Chodorowski et al. [7, 8] reported that T. equestre causes poisoning among children and adults although there is no evidence that shows which compound is responsible for this phenomenon. On the other hand, T. equestre is moderately rich in substances acclaimed as necessary for an organism. The clinical symptoms of the poisoning depend on persons’ age, time of consumption and amount of the mushrooms that were eaten. Acute respiratory failure and myocarditis with cardiac arrhythmia and cardiovascular collapse happened with different frequency [7, 8].

In Lithuania, clinical findings showed evidence of rhabdomyolysis after consumption of T. equestre. Based on the laboratory data tests, an elevation of creatine kinase, aspartate aminotransferase and alanine aminotransferase was observed in patients’ serum [12]. Hayakawa et al. [13] reported data from Japan of the poisoning of the Tricholoma species.

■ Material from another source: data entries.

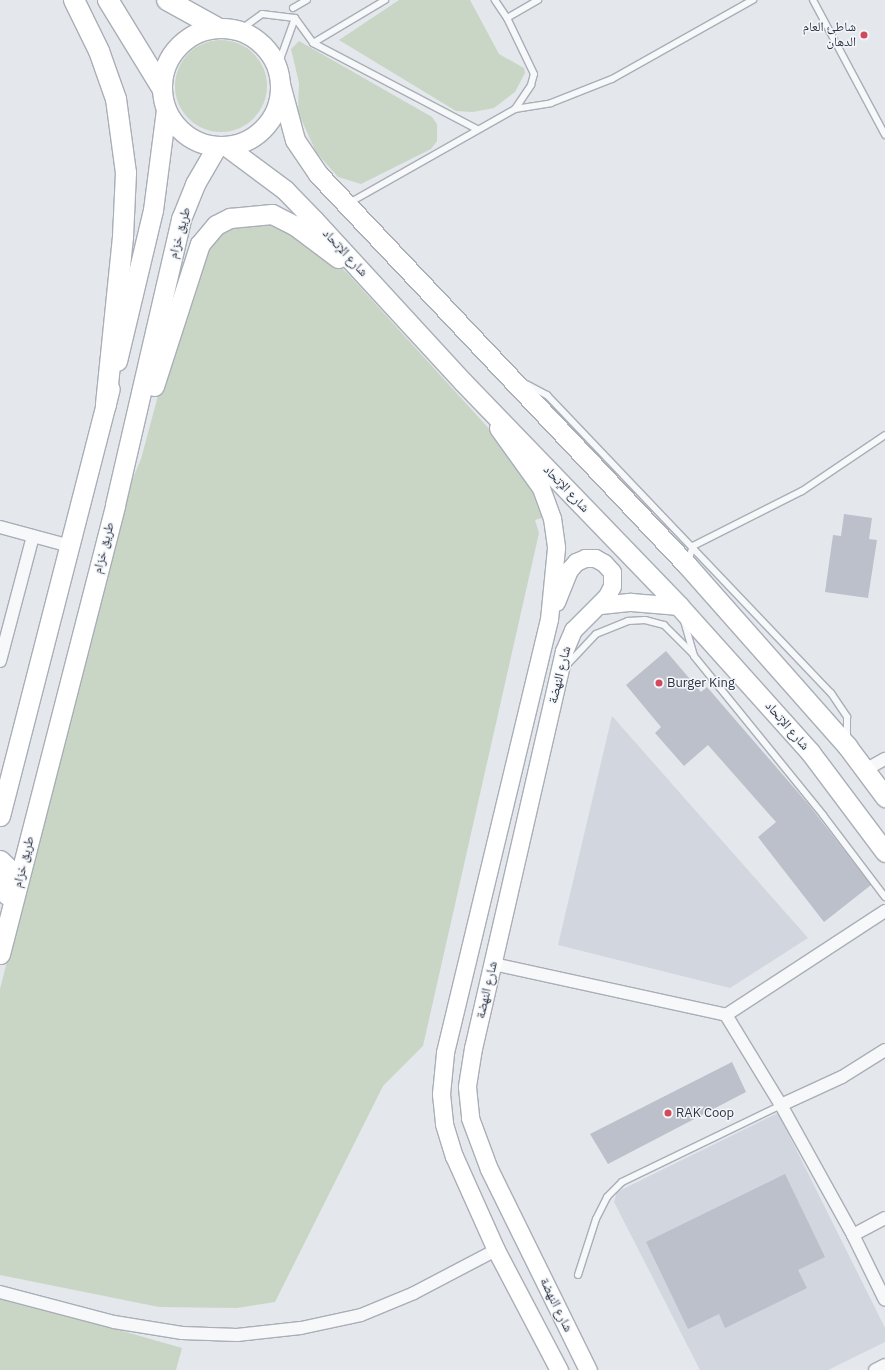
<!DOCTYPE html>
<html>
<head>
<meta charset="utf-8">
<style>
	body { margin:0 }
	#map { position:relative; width:885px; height:1370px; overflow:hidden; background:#e4e7ec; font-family:"IBM Plex Sans","Noto Naskh Arabic",sans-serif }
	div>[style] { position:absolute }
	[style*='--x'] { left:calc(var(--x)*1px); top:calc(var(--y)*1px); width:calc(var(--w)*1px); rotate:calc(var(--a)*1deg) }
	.built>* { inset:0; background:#d2d6de }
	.green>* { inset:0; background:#c9d6c5 }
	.round { border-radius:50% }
	.building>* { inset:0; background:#bbc0ca }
	.roads { filter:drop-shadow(1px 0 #a9aeb7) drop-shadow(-1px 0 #a9aeb7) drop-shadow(0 1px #a9aeb7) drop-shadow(0 -1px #a9aeb7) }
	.service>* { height:6px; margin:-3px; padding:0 3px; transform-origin:3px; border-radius:3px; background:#f7f8fa }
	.minor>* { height:12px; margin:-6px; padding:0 6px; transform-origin:6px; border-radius:6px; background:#f7f8fa }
	.secondary>* { height:17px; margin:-8.5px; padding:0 8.5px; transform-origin:8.5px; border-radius:8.5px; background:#fff }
	.primary>* { height:19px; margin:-9.5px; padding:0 9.5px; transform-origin:9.5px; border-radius:9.5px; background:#fff }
	.primary>.ring { margin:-9.5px; padding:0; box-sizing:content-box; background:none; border:19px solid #fff; border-radius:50% }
	.trunk>* { height:20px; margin:-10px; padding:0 10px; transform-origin:10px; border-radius:10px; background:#fff }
	.dots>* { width:11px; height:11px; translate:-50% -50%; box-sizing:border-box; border:2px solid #f4f6f9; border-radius:50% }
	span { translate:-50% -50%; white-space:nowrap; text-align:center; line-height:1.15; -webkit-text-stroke:3px #f4f6f9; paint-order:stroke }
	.poi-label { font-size:13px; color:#2b3445 }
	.right { translate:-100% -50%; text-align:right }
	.left { translate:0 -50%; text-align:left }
	.street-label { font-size:13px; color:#2b3445 }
</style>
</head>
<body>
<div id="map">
	<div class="built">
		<i style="clip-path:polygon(612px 716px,808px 938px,730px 988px,558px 945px)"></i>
		<i style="clip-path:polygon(778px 1113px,885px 1328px,885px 1342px,828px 1370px,700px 1370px,614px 1202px,617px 1192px)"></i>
	</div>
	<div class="green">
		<i style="clip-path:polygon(399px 0,470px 0,499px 54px,524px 68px,525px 73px,515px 92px,494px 108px,473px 112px,456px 111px,339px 40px)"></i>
		<i class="round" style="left:175px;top:40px;width:92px;height:92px"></i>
		<i style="clip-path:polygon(299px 41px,432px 117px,437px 124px,437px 141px,431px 149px,361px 184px,338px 177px,316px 152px,298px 112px,299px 83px,291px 49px)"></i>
		<i style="clip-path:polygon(241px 211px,301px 228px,350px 276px,522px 465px,542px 518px,535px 520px,539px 533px,423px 1046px,383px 1086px,275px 1302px,237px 1308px,159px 1307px,0 1275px,0 989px,126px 494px,141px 459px,196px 254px)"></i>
		<i style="clip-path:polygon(0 1296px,182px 1348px,176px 1370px,0 1370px)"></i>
	</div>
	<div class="building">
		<i style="clip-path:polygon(844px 514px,872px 518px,869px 539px,877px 540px,868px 598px,825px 592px,833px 535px,841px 536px)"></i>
		<i style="clip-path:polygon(666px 651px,701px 692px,707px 687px,809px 805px,871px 885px,824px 922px,758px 837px,776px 822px,708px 745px,684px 766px,655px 733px,661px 727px,626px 685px)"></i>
		<i style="clip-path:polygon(732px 1062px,746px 1092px,608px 1164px,590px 1134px)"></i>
		<i style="clip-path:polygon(785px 1174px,825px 1257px,798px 1270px,807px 1288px,725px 1328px,719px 1314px,688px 1329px,646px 1242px)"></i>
	</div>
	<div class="roads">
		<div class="service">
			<i style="--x:813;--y:0;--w:153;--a:61.9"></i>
			<i style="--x:293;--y:8;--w:16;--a:-30"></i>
			<i style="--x:507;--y:18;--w:36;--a:-30"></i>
			<i style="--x:240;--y:30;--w:27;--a:-36"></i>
			<i style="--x:262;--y:14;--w:33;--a:7"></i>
			<i style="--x:295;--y:18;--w:31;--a:54"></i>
			<i style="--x:313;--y:43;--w:185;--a:27.7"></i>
			<i style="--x:313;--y:43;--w:84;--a:-30.8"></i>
			<i style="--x:277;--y:68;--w:53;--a:-70.2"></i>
			<i style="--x:515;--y:109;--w:36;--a:-9"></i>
			<i style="--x:551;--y:103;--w:66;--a:-21.5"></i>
			<i style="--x:612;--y:79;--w:162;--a:-29.3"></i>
			<i style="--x:349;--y:203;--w:191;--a:-29.5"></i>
			<i style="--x:515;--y:109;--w:29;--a:-56"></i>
			<i style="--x:531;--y:85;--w:11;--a:-75"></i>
			<i style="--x:534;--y:74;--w:62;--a:-115.7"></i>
			<i style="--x:507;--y:18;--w:22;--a:-124"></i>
			<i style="--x:526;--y:384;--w:24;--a:28"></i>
			<i style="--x:547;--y:395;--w:412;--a:46.4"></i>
			<i style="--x:831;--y:693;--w:29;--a:56"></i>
			<i style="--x:847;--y:717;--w:21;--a:90"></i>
			<i style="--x:688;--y:562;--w:17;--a:-73"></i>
			<i style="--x:693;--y:546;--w:122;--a:-26.8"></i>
			<i style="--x:802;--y:491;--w:100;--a:-34"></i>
			<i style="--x:684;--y:621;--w:36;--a:74"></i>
			<i style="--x:694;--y:656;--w:205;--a:50.9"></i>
			<i style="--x:823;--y:815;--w:103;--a:52.9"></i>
			<i style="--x:566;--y:666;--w:44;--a:-46.8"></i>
			<i style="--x:596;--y:634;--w:35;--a:-22"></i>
			<i style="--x:628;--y:621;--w:17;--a:-3"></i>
			<i style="--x:645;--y:620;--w:20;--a:15"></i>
			<i style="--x:664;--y:625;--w:41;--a:45"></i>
			<i style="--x:578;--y:1275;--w:59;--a:-72.2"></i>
			<i style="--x:596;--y:1219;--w:25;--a:-63"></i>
			<i style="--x:607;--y:1197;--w:21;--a:-45"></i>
			<i style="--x:622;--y:1182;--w:177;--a:-25.8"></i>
		</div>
		<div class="minor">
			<i style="--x:0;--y:527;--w:73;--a:15.2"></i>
			<i style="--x:0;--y:661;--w:129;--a:-75.2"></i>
			<i style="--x:865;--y:770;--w:23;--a:-29"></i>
			<i style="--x:493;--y:964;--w:239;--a:12.3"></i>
			<i style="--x:726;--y:1015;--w:190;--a:-33.2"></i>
			<i style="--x:726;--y:1015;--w:105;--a:58.6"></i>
			<i style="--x:781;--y:1105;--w:149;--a:61"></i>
			<i style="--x:853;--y:1235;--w:72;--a:63.8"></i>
			<i style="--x:781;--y:1105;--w:67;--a:-24.7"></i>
			<i style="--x:842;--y:1077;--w:51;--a:-32.1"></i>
			<i style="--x:853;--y:1235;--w:36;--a:-28"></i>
			<i style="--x:0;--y:1292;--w:118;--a:14.7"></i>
			<i style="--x:114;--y:1322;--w:69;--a:9.2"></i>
			<i style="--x:182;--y:1333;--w:55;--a:2.1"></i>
			<i style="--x:237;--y:1335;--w:64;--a:-6.2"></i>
			<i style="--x:301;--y:1328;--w:61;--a:-12.2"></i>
			<i style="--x:361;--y:1315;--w:57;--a:-22.5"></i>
			<i style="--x:414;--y:1293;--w:93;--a:-27.7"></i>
			<i style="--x:875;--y:1370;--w:11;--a:-27"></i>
		</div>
		<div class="secondary">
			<i style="--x:498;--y:428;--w:74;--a:54.4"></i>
			<i style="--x:541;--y:488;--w:32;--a:70"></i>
			<i style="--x:552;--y:518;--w:30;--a:82"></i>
			<i style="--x:556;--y:548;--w:71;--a:95.6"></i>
			<i style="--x:549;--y:619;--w:446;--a:103.5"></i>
			<i style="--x:445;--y:1053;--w:41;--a:95.6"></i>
			<i style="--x:441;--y:1094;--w:30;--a:84"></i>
			<i style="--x:444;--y:1124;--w:34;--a:73"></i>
			<i style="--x:454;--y:1156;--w:103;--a:65.9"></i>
			<i style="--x:496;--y:1250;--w:136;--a:62.3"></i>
			<i style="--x:556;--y:602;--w:35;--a:-68"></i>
			<i style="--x:569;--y:570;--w:11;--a:-49"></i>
			<i style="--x:576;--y:562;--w:10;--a:-24"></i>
			<i style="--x:585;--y:558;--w:10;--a:0"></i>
			<i style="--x:595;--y:558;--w:10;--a:29"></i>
			<i style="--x:604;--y:563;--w:12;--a:48"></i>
			<i style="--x:612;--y:572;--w:14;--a:90"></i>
			<i style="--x:612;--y:586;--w:11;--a:117"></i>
			<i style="--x:607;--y:596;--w:48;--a:135"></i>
			<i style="--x:573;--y:630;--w:23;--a:113"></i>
			<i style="--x:564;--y:651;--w:407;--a:102.9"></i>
			<i style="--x:473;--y:1048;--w:39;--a:99"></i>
			<i style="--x:467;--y:1087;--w:31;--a:84"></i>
			<i style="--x:470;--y:1118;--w:54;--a:69.6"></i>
			<i style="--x:489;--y:1169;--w:224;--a:63.8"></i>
			<i style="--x:600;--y:605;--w:31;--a:-6"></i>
			<i style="--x:631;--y:602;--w:48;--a:4.8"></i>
		</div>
		<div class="primary">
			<i class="ring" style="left:162px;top:28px;width:99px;height:99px"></i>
			<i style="--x:280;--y:84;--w:58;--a:75"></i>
			<i style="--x:295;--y:140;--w:41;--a:55.9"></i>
			<i style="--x:318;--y:174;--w:538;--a:46.66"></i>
			<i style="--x:687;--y:565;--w:242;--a:48.5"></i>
			<i style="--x:847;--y:746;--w:64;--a:53.3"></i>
			<i style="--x:226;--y:146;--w:74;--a:36.7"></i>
			<i style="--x:285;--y:190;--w:42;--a:46"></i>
			<i style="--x:314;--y:220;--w:220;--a:47.4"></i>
			<i style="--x:463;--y:382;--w:311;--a:46"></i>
			<i style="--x:679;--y:606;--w:196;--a:48.1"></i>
			<i style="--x:810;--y:752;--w:125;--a:53.1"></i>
			<i style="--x:117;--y:361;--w:155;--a:-76.6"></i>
			<i style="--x:153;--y:210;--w:101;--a:-82.6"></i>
			<i style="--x:154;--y:386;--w:149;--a:-72.1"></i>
			<i style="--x:200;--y:244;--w:25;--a:-50"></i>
			<i style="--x:216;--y:225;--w:16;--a:-27"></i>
			<i style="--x:230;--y:218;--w:42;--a:-5.4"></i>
			<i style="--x:272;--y:214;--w:25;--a:27"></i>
			<i style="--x:294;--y:225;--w:55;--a:36.9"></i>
			<i style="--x:0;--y:816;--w:441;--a:-75.6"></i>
			<i style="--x:0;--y:860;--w:11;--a:45"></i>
			<i style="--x:8;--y:868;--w:27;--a:92"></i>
			<i style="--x:0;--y:954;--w:463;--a:-75.6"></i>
			<i style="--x:115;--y:505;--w:294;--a:-77"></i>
			<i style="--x:181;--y:219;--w:38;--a:-68"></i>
			<i style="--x:195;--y:184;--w:44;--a:-59.9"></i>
		</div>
		<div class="trunk">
			<i style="--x:74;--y:0;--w:57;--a:63.9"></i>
			<i style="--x:99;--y:51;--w:51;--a:70.5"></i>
			<i style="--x:116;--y:99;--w:75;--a:82.3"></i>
			<i style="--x:126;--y:173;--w:64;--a:92.7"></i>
			<i style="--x:123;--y:237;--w:169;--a:95.8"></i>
			<i style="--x:108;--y:0;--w:103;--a:58.5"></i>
			<i style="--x:167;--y:0;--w:56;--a:28.9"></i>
		</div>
	</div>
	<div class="dots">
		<i style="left:864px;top:35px;background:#d1495b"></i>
		<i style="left:659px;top:683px;background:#d1495b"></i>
		<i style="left:668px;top:1113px;background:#d1495b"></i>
	</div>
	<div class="poi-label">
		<span class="right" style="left:856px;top:35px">شاطئ العام<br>الدهان</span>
		<span class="left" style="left:667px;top:683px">Burger King</span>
		<span class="left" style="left:676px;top:1113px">RAK Coop</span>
	</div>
	<div class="street-label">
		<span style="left:180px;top:233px;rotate:-75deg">طريق خزام</span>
		<span style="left:345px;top:253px;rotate:47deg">شارع الإتحاد</span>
		<span style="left:566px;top:489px;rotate:46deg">شارع الإتحاد</span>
		<span style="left:104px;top:548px;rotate:-76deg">طريق خزام</span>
		<span style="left:560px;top:675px;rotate:-76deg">شارع النهضة</span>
		<span style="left:787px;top:726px;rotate:49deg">شارع الإتحاد</span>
		<span style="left:24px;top:862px;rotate:-76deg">طريق خزام</span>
		<span style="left:487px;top:990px;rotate:-77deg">شارع النهضة</span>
		<span style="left:556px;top:1305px;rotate:64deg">شارع النهضة</span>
	</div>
</div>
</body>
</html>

Muszyńska et al. [3] investigated the content of indole compounds in this species. It has been shown that the content of these metabolites is very different in quantitative terms in T. equestre and varies widely between 0.01 and 34.11 mg/100 g d.w. (dry mass).

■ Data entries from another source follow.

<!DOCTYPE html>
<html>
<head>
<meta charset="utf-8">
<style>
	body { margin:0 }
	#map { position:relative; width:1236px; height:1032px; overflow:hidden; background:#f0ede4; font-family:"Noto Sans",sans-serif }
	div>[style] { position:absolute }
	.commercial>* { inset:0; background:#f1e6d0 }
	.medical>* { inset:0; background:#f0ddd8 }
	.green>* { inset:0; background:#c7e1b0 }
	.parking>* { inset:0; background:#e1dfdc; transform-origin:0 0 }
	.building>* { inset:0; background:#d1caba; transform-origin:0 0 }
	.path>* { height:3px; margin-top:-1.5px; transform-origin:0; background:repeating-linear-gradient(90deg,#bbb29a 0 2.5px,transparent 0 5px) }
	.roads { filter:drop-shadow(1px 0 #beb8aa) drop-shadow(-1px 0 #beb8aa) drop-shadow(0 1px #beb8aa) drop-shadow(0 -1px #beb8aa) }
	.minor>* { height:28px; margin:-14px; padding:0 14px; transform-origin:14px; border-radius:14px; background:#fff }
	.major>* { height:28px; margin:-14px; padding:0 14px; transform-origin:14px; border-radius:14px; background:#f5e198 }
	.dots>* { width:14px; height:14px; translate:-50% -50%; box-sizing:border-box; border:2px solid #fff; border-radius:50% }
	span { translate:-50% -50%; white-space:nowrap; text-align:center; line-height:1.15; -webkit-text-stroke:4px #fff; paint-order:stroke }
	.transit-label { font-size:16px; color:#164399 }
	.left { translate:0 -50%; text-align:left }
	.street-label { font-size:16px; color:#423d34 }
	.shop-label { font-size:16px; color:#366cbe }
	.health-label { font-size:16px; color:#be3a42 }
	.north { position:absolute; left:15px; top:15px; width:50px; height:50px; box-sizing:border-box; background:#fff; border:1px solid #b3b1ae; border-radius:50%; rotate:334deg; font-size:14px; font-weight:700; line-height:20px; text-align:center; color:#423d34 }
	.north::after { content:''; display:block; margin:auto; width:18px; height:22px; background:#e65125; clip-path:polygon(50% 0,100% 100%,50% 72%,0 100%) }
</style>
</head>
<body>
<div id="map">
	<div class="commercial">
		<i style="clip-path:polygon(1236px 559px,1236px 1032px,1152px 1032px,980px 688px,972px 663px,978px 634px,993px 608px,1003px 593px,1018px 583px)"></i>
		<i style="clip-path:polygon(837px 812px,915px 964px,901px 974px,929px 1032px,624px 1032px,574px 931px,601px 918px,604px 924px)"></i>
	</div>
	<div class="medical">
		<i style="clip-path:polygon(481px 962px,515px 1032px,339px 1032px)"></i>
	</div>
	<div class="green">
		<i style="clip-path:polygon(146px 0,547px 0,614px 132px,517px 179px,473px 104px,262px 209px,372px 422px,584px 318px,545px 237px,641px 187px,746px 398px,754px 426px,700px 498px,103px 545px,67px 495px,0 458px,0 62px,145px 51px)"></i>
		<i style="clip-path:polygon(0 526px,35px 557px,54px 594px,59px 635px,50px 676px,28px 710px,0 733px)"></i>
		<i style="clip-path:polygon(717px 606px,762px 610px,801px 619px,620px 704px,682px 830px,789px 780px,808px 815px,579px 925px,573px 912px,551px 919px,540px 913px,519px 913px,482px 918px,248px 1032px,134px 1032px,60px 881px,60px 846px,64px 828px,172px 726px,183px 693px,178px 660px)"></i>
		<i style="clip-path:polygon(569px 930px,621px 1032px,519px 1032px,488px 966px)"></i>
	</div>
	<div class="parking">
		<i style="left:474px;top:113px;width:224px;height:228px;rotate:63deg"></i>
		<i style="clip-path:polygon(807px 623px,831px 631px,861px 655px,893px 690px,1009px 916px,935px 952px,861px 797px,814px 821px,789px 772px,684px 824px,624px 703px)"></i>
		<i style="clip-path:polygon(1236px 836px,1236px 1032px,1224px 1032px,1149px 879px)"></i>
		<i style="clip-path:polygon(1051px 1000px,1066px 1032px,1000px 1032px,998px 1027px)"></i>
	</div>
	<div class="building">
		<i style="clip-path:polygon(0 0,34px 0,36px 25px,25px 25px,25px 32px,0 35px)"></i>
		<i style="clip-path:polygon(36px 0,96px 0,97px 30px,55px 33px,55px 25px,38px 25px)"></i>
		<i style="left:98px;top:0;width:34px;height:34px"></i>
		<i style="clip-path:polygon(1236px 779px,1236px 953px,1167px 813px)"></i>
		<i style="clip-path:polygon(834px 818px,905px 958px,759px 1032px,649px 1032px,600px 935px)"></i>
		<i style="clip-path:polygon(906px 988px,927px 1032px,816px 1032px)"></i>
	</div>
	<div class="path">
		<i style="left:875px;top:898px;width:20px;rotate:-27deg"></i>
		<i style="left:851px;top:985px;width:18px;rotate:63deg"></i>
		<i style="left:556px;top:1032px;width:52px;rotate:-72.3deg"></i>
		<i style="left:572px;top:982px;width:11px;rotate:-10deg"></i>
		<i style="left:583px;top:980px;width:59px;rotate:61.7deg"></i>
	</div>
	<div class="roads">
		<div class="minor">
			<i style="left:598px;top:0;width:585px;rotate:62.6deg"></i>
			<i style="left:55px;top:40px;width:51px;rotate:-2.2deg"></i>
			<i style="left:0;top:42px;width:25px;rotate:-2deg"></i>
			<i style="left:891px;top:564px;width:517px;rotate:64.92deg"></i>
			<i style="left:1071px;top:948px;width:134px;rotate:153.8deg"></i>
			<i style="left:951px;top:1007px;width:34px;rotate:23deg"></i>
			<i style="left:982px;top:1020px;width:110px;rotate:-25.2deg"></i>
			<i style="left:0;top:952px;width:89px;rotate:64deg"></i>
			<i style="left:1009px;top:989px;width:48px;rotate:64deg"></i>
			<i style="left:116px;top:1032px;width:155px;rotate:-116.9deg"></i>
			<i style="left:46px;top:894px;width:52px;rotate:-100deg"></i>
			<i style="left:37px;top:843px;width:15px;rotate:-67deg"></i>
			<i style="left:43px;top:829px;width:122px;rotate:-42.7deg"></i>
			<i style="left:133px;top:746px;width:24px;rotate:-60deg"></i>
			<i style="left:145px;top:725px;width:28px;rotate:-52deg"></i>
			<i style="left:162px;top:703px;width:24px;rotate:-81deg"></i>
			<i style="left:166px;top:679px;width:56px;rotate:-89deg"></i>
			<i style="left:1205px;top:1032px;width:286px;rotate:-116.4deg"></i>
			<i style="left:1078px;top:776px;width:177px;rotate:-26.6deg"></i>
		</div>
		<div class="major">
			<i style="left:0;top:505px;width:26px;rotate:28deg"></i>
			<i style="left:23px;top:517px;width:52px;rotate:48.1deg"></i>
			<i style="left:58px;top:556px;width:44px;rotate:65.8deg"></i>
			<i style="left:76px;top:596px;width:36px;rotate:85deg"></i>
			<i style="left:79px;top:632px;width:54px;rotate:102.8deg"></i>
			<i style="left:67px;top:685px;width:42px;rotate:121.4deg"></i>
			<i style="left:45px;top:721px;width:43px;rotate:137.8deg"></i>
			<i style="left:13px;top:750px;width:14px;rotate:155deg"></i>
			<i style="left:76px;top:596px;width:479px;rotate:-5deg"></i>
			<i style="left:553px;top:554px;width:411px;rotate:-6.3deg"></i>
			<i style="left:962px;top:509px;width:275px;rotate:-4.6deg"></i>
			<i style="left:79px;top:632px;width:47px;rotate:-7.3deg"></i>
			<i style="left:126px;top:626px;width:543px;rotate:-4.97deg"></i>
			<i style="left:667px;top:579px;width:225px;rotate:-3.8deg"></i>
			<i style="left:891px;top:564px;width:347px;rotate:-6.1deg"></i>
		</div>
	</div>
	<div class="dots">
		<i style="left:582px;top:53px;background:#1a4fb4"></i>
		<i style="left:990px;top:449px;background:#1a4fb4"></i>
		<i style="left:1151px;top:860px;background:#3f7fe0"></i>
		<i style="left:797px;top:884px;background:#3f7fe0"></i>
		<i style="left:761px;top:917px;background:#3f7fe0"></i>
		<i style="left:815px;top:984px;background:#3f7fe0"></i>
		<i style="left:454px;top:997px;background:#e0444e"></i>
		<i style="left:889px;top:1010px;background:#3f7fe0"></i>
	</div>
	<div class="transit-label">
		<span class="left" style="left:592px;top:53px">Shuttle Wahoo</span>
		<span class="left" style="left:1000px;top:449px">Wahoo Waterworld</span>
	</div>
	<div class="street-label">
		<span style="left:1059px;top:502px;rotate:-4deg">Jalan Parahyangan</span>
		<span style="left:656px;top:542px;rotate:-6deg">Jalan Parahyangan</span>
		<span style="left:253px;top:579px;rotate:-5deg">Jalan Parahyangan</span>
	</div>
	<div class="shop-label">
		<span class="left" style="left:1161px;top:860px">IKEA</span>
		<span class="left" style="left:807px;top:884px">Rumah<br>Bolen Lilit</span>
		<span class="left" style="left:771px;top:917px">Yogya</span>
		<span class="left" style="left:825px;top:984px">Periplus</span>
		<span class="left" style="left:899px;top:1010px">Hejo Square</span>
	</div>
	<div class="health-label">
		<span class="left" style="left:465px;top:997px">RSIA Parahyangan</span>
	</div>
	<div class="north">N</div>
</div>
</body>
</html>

Tricholoma equestre is also a species of mushroom, with the highest content of sodium. The content of sodium (26.80 mg/100 g d.w.) in this species is two times higher than in other species of Basidiomycota. The amount of zinc determined in T. equestre fruiting bodies after the digestion time ranged from 1.11 to 6.83 mg/100 g d.w. but in T. equestre from in vitro cultures was higher and ranged from 1.52 to 14.4 mg/100 g d.w. The above studies may suggest that this species can be a good source of zinc in the diet (because the daily requirement for the human body is 12 mg) and can even cover the daily requirement for this element or be higher and toxic (according to the FAO/WHO standards). Zinc poisoning is an impaired oxygen transport that can lead to damage to the striated muscles [14].

In the research of Muszyńska et al. [2], it was recognized that T. equestre extracts may promote pro-inflammatory signaling comparing to many experiments in which the anti-inflammatory properties of edible mushrooms were presented [14,15,16,17]. In our study, after T. equestre treatment in A549 cells we observed statistically significant increase of COX-2 and a statistically significant decrease of Nrf2 protein level, which suggested pro-inflammatory properties of T. equestre extracts. The information why we used ethanol in molecular research is because of alcoholatures are one of main preparation as medicines from natural products.

Rzymski et al. [1] showed also the big problem: if mycologists are not good in identifying mushroom species, what with case of people who are collecting Tricholoma species in forest without genetic tools. We have a lot of edible mushrooms which consumption is safe without any health consequence for humans; therefore, controversial T. equestre species, with unclear culinary and medicinal quality, should not be promoted.

In conclusion, the phylogenetic relationship observed between these species from T. equestre complex suggests that further toxicological studies are necessary. Moreover, what is very important, White et al. [18] proposed a new clinical classification of mushroom poisoning which includes Tricholoma spp. as 3B caused syndromes with rhabdomyolysis as the primary feature with delayed onset.